No Way to Say Goodbye - Anna McPartlin [91]
She found a quiet corner booth and hid there drinking while she picked at a plateful of cottage pie and salad. It was when she got up to go to the Ladies that she saw Ivan and Sam. However, she felt sure they didn’t see her. She washed her face with cold water and cursed herself for leaving her coat in her seat. She hadn’t paid either so she couldn’t leave. She knew she could return to her table without them noticing her but she couldn’t risk attracting the attention of the barman – and she’d been waiting for him to approach her for a while. She needed another drink. Damn it. She emerged from the Ladies and gingerly made her way back to her seat.
The men had their backs to her and were deep in conversation. She wished she was a fly on the wall – but of course she didn’t need to overhear what Sam was saying. He was probably tearing her apart and Ivan had been nodding so he was probably agreeing. Bastards. She could hear them laughing. At me? Of course. She heard them get up so she pressed herself into her seat and they passed her without spotting her. Thank God, she thought, and ordered another drink.
Much later, when the same taxi man who had dropped her off had collected her and helped her inside, she flipped open her laptop and opened her document to add Ivan’s name to the list of reasons she was finding for being a drunk.
Ivan
He’s a backstabbing bastard.
She woke some time in the afternoon a week after the article had been published. Her head hurt, her breath stank and she was so dehydrated that her skin was flaking. She decided to clean up. Enough was enough. She couldn’t go on as she had been. She accepted that she didn’t want to. She even considered getting help. She poured the last of the booze stash down the drain. She showered and made herself some toast, which she barely nibbled. She opened her laptop and looked through her emails. All were work-related, even though her colleagues were well aware that she was on holiday. She opened up the document that blamed everyone and everything for her problems.
“Stupid girl,” she heard herself say. She missed Mary and Ivan, but mostly she missed Adam. She watched an afternoon movie, but by seven she was pacing the floor with her head in her hands, her body screaming.
While Penny spent a week drinking, Mary was catching up on sleep and work. Sam played guitar, took long walks, ate late suppers in restaurants now busy with tourists. He had read, listened to music and once he’d even sat in the large empty church, soaking up the silence and contemplating his own Catholic upbringing. His mother was of Irish-Catholic descent, his father Irish-Polish Catholic. His mother had gone to a Catholic girls’ school and his father had been taught by the Christian Brothers.
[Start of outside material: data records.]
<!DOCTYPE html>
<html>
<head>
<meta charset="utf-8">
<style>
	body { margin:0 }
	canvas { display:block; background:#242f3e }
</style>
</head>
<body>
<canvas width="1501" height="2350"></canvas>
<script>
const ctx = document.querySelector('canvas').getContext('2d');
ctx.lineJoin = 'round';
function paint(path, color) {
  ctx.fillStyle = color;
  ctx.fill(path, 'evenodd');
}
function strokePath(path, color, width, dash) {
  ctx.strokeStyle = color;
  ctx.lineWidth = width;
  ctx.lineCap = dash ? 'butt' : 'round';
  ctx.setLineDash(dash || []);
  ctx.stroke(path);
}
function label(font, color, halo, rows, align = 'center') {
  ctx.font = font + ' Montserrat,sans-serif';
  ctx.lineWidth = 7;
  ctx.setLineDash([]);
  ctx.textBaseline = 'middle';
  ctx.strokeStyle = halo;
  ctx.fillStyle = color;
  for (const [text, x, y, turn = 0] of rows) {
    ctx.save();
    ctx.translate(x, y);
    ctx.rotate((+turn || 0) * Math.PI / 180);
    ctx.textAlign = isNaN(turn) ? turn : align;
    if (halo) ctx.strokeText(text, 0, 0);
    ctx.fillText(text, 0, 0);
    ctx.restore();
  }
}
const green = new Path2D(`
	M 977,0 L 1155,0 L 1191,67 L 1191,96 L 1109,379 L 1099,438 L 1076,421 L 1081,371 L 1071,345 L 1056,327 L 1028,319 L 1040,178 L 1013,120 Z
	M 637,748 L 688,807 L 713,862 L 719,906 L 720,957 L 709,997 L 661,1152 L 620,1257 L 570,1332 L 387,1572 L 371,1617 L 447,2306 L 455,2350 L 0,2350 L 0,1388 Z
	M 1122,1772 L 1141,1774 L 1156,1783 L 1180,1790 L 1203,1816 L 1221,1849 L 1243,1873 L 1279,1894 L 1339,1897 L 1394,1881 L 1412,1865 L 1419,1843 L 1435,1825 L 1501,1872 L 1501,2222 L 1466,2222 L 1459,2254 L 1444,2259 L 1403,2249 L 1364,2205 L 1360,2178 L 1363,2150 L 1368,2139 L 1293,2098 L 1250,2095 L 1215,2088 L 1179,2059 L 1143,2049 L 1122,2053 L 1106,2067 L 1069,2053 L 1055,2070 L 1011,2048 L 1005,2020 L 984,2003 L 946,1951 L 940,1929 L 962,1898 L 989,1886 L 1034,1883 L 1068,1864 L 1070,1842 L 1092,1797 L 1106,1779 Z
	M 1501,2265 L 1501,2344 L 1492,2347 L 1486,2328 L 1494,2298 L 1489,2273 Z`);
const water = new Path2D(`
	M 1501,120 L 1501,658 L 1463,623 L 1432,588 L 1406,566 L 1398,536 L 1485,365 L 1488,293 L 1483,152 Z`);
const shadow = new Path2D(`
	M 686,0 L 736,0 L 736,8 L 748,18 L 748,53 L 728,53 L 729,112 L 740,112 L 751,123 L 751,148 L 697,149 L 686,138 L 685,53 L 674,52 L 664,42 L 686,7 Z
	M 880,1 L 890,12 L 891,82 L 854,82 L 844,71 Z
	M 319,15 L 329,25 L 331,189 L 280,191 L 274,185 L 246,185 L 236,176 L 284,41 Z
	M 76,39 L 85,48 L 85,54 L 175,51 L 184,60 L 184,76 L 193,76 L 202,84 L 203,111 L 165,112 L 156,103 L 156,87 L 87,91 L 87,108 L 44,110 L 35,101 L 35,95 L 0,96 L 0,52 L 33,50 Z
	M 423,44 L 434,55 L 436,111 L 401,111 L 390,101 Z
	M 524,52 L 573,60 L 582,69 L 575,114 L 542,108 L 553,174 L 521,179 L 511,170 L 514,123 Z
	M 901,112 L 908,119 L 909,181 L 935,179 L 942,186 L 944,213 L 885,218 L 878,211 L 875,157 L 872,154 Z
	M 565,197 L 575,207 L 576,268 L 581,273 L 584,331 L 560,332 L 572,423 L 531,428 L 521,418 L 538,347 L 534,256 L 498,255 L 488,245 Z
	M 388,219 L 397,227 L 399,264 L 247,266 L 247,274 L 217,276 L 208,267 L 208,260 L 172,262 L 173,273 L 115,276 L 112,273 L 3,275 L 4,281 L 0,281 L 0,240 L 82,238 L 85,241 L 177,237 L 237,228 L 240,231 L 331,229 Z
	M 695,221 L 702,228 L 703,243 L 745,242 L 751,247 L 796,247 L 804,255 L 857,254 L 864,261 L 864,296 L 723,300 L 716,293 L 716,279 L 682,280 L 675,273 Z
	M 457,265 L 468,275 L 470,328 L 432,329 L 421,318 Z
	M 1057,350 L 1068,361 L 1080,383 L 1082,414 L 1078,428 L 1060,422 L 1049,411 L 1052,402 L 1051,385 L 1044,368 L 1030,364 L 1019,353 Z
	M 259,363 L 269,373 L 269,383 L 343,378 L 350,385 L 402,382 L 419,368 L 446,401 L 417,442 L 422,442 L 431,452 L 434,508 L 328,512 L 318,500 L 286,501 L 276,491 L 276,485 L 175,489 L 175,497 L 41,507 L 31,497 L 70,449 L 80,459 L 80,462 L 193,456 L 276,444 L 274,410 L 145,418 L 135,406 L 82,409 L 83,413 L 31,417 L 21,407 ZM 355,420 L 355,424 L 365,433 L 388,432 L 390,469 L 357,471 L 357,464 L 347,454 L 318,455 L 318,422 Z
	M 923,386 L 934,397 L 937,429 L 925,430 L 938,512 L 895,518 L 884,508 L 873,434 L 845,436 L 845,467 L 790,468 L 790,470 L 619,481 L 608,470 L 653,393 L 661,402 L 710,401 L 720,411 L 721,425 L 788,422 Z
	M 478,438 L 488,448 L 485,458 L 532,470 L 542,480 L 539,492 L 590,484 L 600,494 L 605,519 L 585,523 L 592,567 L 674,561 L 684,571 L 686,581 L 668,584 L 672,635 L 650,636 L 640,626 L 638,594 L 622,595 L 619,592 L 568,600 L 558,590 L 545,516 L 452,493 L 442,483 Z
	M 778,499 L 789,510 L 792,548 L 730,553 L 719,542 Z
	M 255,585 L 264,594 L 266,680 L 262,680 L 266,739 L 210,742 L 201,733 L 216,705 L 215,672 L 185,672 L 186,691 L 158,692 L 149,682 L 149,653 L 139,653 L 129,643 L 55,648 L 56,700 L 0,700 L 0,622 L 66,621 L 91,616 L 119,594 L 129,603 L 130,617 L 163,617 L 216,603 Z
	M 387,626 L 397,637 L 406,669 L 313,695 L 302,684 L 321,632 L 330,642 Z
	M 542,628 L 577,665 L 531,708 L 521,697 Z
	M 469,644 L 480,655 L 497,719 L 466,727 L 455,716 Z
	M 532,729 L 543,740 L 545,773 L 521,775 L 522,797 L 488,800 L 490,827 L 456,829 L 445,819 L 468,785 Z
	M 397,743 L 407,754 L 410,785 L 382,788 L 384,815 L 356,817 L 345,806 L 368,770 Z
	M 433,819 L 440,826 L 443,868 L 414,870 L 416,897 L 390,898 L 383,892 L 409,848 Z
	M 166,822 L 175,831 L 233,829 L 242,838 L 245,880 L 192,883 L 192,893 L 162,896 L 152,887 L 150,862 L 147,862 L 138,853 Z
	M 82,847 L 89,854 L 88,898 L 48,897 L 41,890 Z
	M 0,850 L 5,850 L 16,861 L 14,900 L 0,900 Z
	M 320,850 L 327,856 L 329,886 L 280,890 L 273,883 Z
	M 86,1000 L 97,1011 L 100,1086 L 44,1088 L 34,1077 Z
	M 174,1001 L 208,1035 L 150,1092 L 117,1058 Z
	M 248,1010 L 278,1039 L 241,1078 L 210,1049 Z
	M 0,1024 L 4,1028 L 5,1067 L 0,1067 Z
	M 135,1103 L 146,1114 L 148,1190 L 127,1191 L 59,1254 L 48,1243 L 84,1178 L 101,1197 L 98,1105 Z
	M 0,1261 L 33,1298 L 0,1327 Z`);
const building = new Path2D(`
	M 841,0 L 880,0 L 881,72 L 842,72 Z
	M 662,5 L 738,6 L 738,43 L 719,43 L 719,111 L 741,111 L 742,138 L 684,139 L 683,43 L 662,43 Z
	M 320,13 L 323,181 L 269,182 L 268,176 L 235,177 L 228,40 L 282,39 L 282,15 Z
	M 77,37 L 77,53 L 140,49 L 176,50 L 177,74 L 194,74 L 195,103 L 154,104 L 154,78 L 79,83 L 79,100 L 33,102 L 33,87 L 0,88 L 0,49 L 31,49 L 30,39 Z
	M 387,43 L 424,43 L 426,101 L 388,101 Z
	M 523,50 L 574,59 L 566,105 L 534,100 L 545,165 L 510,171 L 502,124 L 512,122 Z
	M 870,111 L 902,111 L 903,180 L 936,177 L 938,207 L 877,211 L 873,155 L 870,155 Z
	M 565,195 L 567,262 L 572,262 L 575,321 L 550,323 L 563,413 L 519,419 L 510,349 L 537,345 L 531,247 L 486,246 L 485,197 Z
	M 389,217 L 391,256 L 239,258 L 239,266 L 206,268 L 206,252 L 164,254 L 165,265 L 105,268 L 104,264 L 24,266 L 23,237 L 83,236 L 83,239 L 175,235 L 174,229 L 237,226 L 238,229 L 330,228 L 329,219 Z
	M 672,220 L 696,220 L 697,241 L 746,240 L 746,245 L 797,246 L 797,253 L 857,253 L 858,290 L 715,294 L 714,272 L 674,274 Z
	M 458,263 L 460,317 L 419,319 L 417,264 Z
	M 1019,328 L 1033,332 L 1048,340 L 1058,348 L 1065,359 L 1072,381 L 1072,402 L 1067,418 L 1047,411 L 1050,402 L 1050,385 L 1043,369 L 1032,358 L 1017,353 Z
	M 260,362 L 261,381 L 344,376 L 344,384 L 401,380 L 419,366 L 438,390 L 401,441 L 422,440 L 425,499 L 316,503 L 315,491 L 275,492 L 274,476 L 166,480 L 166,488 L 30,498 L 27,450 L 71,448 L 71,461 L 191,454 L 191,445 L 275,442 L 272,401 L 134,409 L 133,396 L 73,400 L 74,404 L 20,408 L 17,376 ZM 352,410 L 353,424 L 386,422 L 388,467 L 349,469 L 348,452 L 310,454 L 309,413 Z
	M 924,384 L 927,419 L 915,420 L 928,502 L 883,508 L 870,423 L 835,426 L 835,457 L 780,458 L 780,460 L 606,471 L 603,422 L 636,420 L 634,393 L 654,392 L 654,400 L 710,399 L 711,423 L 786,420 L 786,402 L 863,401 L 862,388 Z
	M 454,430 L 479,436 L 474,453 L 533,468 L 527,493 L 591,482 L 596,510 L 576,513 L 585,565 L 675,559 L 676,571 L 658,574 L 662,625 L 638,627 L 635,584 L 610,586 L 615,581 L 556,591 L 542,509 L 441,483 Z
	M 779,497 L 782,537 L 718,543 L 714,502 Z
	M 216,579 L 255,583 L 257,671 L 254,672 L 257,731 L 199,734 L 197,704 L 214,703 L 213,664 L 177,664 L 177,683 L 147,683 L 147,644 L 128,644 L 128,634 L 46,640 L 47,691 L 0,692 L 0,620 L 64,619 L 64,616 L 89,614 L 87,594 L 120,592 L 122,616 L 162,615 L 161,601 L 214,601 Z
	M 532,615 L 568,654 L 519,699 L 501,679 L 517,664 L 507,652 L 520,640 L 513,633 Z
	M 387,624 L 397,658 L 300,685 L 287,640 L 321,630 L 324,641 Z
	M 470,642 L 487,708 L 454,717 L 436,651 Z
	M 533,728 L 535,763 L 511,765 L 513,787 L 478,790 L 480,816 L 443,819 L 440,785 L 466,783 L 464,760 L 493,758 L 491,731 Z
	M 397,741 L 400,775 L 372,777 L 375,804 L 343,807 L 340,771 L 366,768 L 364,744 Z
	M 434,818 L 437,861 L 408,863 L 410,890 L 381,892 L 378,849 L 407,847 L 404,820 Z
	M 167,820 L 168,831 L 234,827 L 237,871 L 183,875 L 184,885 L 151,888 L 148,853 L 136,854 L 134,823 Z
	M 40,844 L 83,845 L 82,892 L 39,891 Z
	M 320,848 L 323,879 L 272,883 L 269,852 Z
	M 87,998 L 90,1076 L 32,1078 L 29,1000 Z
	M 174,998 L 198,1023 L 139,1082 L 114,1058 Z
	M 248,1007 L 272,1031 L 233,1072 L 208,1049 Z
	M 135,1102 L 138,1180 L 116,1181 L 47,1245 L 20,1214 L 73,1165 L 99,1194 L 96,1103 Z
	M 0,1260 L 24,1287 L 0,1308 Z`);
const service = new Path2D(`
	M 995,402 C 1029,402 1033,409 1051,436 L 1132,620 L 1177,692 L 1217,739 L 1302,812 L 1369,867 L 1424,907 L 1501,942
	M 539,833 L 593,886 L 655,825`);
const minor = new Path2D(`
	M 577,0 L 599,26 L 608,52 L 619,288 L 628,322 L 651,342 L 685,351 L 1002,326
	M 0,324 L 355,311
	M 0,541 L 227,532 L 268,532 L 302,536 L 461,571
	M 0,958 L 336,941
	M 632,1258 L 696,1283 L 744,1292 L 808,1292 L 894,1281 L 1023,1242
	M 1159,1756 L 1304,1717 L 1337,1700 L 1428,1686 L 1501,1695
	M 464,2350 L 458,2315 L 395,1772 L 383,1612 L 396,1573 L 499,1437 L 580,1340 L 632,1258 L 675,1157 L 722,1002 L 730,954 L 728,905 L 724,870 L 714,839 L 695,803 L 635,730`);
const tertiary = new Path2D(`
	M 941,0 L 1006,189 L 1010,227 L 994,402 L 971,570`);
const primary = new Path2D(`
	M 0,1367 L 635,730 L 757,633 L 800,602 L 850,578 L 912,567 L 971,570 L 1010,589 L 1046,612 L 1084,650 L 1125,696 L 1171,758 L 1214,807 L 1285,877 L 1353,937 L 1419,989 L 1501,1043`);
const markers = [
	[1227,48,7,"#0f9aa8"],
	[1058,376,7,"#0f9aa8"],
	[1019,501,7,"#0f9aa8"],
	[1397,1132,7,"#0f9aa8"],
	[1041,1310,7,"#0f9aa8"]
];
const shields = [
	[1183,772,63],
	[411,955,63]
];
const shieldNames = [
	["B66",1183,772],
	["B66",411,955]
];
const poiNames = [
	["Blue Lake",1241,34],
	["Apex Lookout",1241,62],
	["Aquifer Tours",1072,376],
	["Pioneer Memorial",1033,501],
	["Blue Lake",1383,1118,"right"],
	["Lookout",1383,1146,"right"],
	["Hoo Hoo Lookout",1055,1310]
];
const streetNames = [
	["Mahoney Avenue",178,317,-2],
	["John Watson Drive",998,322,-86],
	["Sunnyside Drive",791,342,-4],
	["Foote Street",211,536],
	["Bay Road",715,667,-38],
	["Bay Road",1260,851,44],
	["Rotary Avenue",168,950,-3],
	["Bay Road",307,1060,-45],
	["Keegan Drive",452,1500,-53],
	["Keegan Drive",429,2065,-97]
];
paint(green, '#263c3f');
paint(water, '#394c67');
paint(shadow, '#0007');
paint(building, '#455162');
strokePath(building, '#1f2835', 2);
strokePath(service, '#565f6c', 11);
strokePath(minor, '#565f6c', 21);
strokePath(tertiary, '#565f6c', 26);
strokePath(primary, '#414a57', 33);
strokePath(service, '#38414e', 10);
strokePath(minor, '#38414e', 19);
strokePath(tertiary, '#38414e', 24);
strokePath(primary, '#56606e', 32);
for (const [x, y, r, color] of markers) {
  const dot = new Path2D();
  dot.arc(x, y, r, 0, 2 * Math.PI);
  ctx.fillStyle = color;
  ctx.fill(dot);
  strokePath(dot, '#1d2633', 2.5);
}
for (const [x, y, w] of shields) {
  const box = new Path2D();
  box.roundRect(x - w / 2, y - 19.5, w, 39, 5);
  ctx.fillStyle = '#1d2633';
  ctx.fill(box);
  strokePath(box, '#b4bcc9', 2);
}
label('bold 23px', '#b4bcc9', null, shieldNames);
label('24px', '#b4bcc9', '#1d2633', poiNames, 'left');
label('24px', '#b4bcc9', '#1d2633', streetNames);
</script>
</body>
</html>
They had met at a Catholic dance, aged seventeen and eighteen respectively. They were married at twenty-two and -three in a big traditional Catholic wedding. He had been baptized, he’d made his First Communion and was confirmed. For his first fifteen years he had sat in one of God’s many houses on Sunday after Sunday and yet, aside from stillness, churches and Catholicism had nothing to offer him.
He looked around him at stone and tile, stained glass and candles. He could smell incense and hear the whispered prayer of a nun. He left unsurprised that, for him, it still held nothing. The nightmares had returned and no amount of guitar-playing, late suppers or even religion would make them go away.
Mid-week he’d met Ivan for a pint in a small bar a few miles outside town. Ivan had only an hour to spare as the kids had come home with him and he didn’t like leaving them with a frazzled Sienna. He filled Sam in on how his ex-wife was coping and when she would be released from hospital. They discussed her indecision as to whether or not to press charges against her boyfriend and, more importantly, whether or not she would come home. Ivan was adamant that the bastard who had broken her deserved everything he got, but he was afraid she would go back to him.